Dunya's Blog

Matplotlib Hacks

30 March 2019

New to python and struggling to understand Matplotlib? Actually scratch the first part. Struggling to understand Matplotlib period? You are NOT alone my friend.

Let's get some things straight. Matplotlib's design choices are ... let's just say ... not the most straightforward. Weird. Truly incomprehensible sometimes. It is also poorly documented and at times inconsistent. There's people out there who have been working with Python for years and still can't wrap their heads around Matplotlib.

In my DSI cohort at General Assembly, there seems to be two camps of people: those who hate Matplotlib and have pretty much given up on it (everyone except me) vs those who think it is not so bad (me). I've strangely come to appreciate some of Matplotlib's functionalities and found myself reaching back to it again and again even though I now have sexy new libraries like Altair under my belt. In this blog post, I am going to give some tips, tricks and general information that has been useful for me in my data viz journey with Matplotlib. I hope I'll be able to convert some of my hardline anti-Matplotlib class mates to the "matplotlib is not so bad! let's love and appreciate it!" camp. After all, matplotlib is the foundation upon which the bulk of python's data visualisation libraries are built.

Making pretty charts

We can all probably agree that Matplotlib's default charting style is really ugly.

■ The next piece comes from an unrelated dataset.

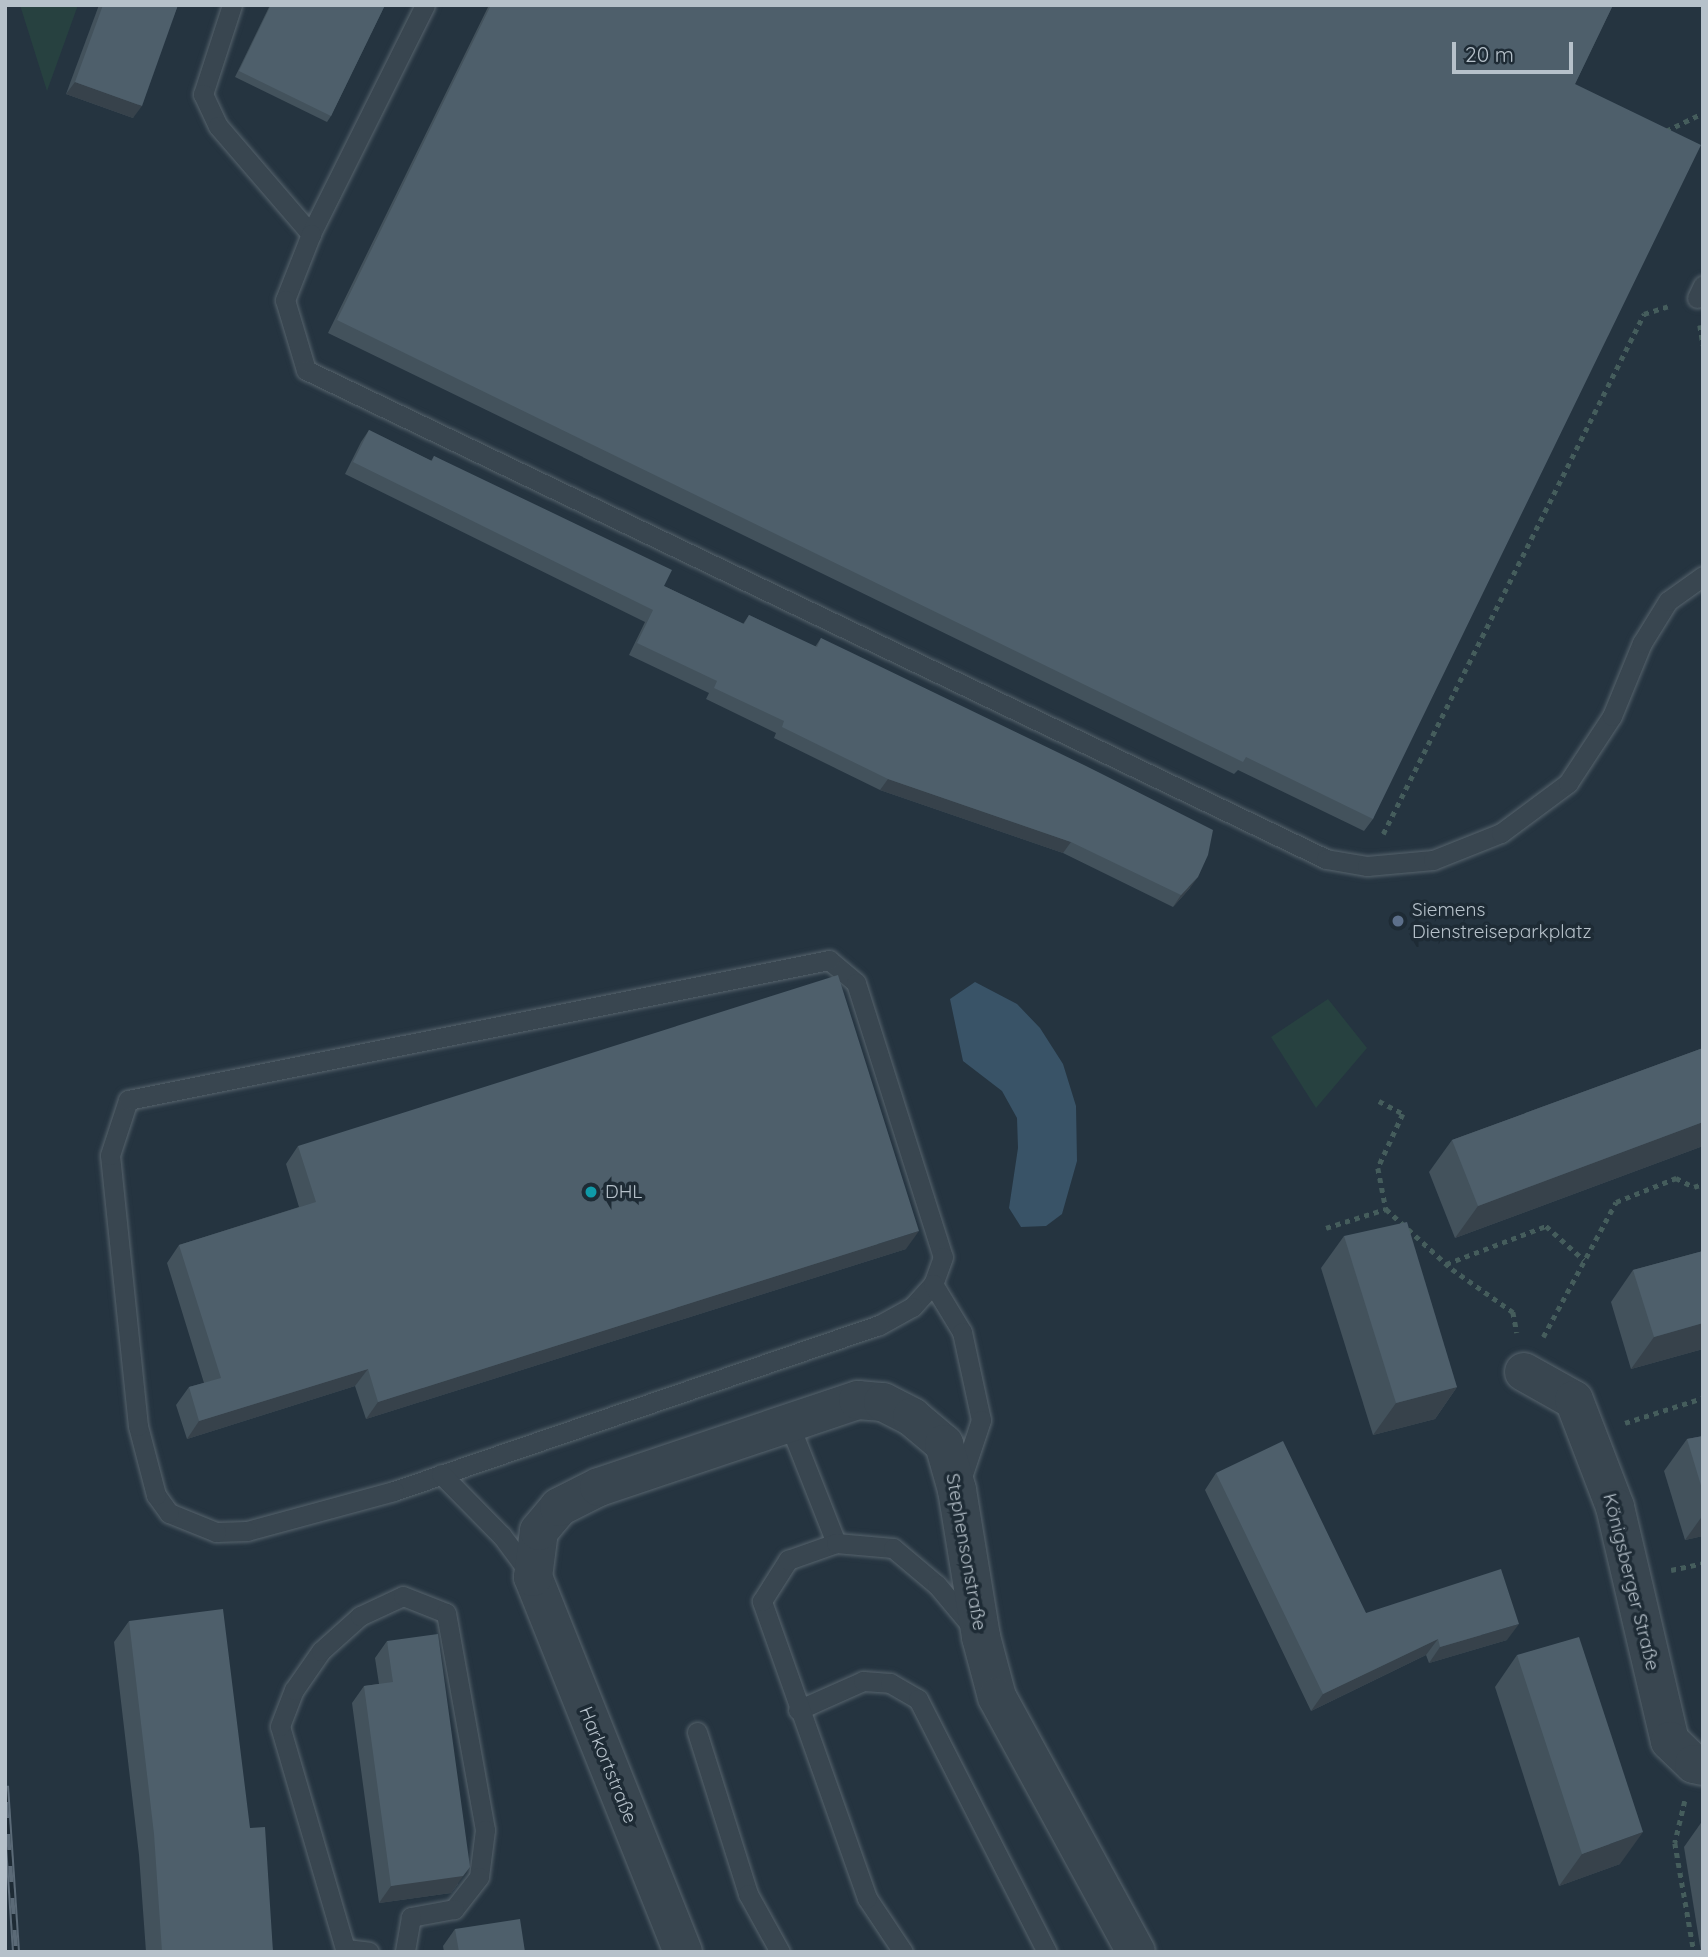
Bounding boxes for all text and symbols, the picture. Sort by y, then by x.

Let's see how we can make simple Matplotlib charts a bit easier on the eyes with a few simple lines of code.

import matplotlib.pyplot as plt
import pandas as pd
import numpy as np
from IPython.display import HTML

# spin up a random dataframe of size 100
np.random.seed(13)
X = np.random.normal(50, 20, size=100)
Y = 2 * X + np.random.randint(25)
Z = np.random.choice(['pink', 'blue', 'green', 'red'], p=[0.1, 0.3, 0.4, 0.2], size=100)
df = pd.DataFrame({'X': X, 'Y': Y, 'Z': Z})
HTML(df.head().to_html(classes="table table-stripped table-hover table-dark"))

	X	Y	Z
0	35.752187	85.504374	green
1	65.075328	144.150655	green
2	49.109938	112.219877	red
3	59.036247	132.072494	red
4	76.902034	167.804068	blue

Let's create a simple scatter plot of X against Y.

plt.scatter(X, Y)

<matplotlib.collections.PathCollection at 0x11dd45748>

png

Firstly, we can disable the text output of Matplotlib by placing a ; at the end of the code.

plt.scatter(X, Y);

png

The resolution of this chart is not the most optimal. We can improve it by running the following Ipython magic command, which improves the definition of image outputs. I usually do this at the beginning of my notebook, right below my imports so all my charts look nice and sharp. %config InlineBackend.figure_format = 'retina' works as well.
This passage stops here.